Rev Med Virol. 2026 Jul;36(4):e70172. doi: 10.1002/rmv.70172.

ABSTRACT

Metformin has been shown to reduce hospitalisation and symptom duration among adults with COVID-19, but the effect has not been studied. We conducted this meta-analysis to assess the efficacy and safety of metformin in patients with COVID-19. Randomized controlled trials (RCTs) comparing metformin with placebo in COVID-19 were identified through major databases through November 2025. We performed statistical analyses using RevMan 5.4, employing the random-effects model, along with Risk Ratio (RR) and Mean Difference (MD) as the effect measures.
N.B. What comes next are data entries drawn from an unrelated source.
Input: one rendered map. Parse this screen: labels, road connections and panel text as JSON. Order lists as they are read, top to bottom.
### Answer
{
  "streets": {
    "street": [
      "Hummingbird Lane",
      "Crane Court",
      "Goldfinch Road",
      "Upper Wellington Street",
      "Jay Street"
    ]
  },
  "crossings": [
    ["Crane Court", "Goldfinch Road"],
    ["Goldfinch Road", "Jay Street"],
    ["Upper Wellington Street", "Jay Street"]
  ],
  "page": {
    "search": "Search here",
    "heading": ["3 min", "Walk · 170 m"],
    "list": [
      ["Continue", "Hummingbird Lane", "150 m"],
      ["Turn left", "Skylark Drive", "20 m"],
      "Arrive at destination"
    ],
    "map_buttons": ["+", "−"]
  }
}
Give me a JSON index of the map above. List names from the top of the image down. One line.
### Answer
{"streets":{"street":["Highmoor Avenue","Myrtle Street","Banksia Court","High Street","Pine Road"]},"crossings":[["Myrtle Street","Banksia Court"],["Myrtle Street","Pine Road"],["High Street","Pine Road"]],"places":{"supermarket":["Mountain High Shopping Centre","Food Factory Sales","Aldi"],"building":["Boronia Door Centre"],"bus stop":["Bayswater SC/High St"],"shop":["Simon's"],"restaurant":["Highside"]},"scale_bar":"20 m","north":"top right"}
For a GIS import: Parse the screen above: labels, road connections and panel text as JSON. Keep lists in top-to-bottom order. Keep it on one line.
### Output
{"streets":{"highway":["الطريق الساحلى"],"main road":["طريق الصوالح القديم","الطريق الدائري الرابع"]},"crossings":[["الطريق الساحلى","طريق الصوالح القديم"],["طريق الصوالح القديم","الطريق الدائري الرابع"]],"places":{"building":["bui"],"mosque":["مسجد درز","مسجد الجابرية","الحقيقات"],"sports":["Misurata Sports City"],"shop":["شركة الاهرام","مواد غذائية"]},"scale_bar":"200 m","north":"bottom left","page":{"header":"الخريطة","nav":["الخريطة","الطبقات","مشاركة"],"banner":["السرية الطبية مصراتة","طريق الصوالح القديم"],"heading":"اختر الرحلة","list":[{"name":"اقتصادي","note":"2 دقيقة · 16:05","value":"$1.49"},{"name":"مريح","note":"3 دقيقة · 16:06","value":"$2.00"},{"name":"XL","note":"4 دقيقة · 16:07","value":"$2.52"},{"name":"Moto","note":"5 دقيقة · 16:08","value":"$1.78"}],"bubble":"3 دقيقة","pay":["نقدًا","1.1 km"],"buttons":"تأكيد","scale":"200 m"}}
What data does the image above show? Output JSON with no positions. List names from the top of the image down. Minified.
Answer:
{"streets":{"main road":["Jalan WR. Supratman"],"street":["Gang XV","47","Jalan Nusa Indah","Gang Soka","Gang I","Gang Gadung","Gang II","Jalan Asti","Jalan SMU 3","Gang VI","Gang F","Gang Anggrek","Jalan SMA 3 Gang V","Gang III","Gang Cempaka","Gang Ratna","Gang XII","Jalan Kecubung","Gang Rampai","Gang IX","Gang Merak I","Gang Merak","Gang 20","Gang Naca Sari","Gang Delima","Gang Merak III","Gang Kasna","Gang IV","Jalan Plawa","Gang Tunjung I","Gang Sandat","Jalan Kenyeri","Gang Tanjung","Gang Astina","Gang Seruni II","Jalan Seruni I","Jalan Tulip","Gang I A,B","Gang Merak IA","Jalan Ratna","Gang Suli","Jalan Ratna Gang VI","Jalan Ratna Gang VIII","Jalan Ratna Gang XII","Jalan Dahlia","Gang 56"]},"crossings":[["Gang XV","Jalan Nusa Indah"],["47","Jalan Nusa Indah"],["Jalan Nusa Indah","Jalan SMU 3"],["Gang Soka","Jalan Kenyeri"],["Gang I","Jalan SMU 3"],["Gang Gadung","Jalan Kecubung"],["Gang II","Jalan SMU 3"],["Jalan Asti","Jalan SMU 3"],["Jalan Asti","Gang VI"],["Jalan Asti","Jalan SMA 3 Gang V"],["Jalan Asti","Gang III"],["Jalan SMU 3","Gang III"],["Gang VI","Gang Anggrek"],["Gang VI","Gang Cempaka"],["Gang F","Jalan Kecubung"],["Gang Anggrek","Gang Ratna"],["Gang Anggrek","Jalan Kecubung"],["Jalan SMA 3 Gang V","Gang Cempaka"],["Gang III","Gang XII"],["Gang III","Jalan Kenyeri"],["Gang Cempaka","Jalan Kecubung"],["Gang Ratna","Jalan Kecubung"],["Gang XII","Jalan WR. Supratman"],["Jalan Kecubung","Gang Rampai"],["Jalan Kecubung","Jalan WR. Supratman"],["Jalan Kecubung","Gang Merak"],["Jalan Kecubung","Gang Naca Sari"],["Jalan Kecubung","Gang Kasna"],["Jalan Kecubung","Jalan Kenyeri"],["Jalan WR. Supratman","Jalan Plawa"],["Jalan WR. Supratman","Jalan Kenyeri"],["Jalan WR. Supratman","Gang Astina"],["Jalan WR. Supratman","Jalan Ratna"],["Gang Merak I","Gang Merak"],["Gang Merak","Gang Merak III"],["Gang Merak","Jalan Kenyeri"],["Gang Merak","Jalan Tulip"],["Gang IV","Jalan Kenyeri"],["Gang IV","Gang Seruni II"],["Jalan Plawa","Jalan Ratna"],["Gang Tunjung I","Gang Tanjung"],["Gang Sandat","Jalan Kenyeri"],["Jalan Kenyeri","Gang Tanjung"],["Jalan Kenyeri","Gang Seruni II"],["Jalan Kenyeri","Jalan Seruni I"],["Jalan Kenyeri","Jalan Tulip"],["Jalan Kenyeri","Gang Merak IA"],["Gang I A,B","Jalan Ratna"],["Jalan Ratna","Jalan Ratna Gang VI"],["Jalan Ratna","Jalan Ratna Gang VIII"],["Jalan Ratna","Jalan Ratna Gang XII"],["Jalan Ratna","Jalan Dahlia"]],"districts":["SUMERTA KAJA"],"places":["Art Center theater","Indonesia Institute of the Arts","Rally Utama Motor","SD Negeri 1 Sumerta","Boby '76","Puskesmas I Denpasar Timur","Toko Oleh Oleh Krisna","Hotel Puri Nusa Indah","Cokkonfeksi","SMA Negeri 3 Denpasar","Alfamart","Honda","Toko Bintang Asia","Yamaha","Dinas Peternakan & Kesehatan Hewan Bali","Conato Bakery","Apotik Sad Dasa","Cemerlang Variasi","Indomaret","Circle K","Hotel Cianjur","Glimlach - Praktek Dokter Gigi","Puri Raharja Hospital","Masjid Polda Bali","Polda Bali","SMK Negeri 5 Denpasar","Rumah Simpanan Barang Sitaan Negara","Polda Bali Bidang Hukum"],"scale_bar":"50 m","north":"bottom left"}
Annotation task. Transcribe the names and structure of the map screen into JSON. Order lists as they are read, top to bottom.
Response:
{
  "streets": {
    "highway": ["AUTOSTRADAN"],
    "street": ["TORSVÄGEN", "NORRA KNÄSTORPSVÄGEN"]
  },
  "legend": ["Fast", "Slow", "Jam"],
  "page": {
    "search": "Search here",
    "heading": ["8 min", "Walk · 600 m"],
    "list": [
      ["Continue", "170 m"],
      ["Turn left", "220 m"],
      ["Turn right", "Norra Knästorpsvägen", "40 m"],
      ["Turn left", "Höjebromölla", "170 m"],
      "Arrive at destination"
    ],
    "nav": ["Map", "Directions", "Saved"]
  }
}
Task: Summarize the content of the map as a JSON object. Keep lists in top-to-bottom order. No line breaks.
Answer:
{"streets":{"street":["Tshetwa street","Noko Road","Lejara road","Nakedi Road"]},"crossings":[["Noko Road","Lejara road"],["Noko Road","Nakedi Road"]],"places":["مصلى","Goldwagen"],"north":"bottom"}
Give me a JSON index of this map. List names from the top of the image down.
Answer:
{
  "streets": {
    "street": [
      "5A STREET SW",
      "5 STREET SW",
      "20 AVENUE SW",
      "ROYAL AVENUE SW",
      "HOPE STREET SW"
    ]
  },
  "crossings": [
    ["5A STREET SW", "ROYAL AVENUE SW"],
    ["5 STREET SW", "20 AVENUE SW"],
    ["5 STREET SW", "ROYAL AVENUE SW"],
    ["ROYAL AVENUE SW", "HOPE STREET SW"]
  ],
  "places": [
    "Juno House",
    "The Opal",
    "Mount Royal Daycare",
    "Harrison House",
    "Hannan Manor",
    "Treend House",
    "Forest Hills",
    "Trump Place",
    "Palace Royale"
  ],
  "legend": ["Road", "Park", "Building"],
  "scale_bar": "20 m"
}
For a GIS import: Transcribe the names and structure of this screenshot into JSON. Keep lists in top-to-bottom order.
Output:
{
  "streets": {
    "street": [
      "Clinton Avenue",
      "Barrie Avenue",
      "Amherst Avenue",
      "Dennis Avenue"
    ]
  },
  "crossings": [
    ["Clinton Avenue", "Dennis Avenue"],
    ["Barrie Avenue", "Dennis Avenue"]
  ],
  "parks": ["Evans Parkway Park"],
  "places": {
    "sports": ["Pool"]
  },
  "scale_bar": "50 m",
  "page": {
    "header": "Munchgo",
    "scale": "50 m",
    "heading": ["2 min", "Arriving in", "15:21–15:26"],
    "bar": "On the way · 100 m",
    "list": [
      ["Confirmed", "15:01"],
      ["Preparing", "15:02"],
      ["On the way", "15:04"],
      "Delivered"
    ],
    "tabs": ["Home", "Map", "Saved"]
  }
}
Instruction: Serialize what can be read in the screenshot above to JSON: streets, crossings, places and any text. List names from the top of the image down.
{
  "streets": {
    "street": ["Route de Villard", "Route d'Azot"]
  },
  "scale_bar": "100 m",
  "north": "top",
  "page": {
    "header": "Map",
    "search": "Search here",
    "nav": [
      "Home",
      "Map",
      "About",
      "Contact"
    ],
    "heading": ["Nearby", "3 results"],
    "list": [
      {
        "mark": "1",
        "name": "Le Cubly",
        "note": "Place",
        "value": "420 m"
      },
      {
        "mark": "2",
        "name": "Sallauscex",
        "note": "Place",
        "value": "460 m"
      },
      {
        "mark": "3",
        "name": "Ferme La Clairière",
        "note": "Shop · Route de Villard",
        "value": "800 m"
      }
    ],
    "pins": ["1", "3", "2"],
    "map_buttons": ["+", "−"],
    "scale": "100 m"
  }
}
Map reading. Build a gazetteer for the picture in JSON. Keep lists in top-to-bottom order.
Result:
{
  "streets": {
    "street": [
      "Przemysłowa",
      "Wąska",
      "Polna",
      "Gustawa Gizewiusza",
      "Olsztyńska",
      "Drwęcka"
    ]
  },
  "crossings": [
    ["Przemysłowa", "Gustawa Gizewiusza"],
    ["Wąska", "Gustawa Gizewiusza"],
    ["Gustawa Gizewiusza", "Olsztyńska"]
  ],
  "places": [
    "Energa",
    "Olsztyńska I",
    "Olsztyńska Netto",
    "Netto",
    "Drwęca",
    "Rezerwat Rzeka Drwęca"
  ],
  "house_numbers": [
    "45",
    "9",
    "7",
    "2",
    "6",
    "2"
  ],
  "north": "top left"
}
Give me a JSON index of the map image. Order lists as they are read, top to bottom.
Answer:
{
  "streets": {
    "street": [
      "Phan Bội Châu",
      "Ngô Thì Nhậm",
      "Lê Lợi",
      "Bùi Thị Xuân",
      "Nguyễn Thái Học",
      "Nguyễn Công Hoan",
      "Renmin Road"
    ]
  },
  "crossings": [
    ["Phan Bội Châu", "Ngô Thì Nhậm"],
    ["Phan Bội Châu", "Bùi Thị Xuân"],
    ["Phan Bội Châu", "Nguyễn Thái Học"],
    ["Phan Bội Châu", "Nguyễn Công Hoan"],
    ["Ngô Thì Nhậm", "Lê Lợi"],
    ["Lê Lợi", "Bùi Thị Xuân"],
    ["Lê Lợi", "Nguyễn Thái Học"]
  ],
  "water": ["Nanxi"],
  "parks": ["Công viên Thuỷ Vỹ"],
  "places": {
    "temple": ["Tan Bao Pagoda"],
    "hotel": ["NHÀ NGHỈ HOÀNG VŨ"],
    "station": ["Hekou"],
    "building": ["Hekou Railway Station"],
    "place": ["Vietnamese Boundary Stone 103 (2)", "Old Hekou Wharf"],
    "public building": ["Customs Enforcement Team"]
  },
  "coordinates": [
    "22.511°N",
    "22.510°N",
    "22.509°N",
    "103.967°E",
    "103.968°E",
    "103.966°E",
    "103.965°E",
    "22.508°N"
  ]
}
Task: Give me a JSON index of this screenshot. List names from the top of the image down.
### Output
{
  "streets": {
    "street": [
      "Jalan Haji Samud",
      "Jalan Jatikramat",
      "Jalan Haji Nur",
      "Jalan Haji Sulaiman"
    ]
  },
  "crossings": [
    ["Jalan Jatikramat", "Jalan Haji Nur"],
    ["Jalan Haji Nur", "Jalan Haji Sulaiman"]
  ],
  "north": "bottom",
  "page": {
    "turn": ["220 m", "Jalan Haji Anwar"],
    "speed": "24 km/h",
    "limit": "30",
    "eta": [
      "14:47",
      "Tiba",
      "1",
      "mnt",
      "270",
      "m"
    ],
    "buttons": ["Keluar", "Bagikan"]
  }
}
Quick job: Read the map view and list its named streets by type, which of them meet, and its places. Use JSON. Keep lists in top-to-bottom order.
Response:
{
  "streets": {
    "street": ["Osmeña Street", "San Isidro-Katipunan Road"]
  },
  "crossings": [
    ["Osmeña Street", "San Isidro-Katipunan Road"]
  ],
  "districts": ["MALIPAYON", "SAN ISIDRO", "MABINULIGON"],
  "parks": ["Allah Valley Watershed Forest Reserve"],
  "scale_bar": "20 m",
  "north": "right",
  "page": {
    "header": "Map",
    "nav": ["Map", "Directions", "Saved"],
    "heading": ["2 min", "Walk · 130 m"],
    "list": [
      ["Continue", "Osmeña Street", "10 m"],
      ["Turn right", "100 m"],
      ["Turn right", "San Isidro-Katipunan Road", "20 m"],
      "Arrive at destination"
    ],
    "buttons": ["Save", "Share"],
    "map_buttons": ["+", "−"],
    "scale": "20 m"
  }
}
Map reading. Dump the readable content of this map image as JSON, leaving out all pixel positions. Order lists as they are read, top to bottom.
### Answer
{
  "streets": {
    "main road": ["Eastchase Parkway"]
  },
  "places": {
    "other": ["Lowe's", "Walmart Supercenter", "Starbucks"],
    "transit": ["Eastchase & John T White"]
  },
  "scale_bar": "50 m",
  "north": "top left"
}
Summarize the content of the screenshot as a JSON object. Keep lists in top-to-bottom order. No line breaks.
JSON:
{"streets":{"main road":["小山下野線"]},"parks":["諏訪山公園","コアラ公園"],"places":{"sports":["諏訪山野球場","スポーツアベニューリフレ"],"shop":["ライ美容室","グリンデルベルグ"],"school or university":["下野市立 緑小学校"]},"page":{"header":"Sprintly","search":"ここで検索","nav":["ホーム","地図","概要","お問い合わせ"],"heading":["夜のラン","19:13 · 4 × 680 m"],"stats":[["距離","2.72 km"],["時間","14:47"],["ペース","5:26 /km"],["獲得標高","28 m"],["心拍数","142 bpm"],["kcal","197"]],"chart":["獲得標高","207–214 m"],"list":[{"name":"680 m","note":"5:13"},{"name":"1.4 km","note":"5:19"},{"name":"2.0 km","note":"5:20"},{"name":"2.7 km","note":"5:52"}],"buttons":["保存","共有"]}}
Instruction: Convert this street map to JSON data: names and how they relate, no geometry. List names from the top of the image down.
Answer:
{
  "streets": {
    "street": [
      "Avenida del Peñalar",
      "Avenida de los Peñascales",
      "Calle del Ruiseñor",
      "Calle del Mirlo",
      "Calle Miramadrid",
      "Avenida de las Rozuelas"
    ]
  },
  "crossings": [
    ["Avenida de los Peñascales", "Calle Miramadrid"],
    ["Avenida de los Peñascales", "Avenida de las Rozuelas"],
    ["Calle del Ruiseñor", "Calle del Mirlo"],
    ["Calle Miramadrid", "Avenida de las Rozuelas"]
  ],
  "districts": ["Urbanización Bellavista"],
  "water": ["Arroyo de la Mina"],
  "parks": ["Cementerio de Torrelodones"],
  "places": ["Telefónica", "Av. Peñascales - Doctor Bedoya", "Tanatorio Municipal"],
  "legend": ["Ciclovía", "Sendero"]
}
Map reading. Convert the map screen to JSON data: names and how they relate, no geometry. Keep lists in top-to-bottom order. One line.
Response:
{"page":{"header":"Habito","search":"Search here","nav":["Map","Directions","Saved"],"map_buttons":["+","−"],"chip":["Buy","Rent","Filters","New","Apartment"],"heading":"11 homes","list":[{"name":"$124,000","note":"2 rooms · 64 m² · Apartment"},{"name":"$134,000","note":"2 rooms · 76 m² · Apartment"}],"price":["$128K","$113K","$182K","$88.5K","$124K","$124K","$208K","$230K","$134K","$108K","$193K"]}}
Our meta-analysis of four RCTs showed that metformin did not significantly reduce the composite outcome of hospitalisation, emergency department (ED) visits, or death, compared with placebo (RR 0.60, 95% CI 0.40-0.90.21). The incidence of all-cause mortality (RR 1.00; 95% CI 0.06-15.91) and serious adverse events (RR 2.86; 95% CI 0.76-10.76) was also comparable between the two groups. Our meta-analysis, with low to moderate certainty, found that metformin may provide modest benefit in reducing hospitalisation, ED visits, or mortality in patients with COVID-19 without an association with increased serious adverse events. However, these findings should be interpreted cautiously, given the limited number of trials, low event rates, and clinical heterogeneity across studies. Further large RCTs are needed before metformin can be considered for use in COVID-19.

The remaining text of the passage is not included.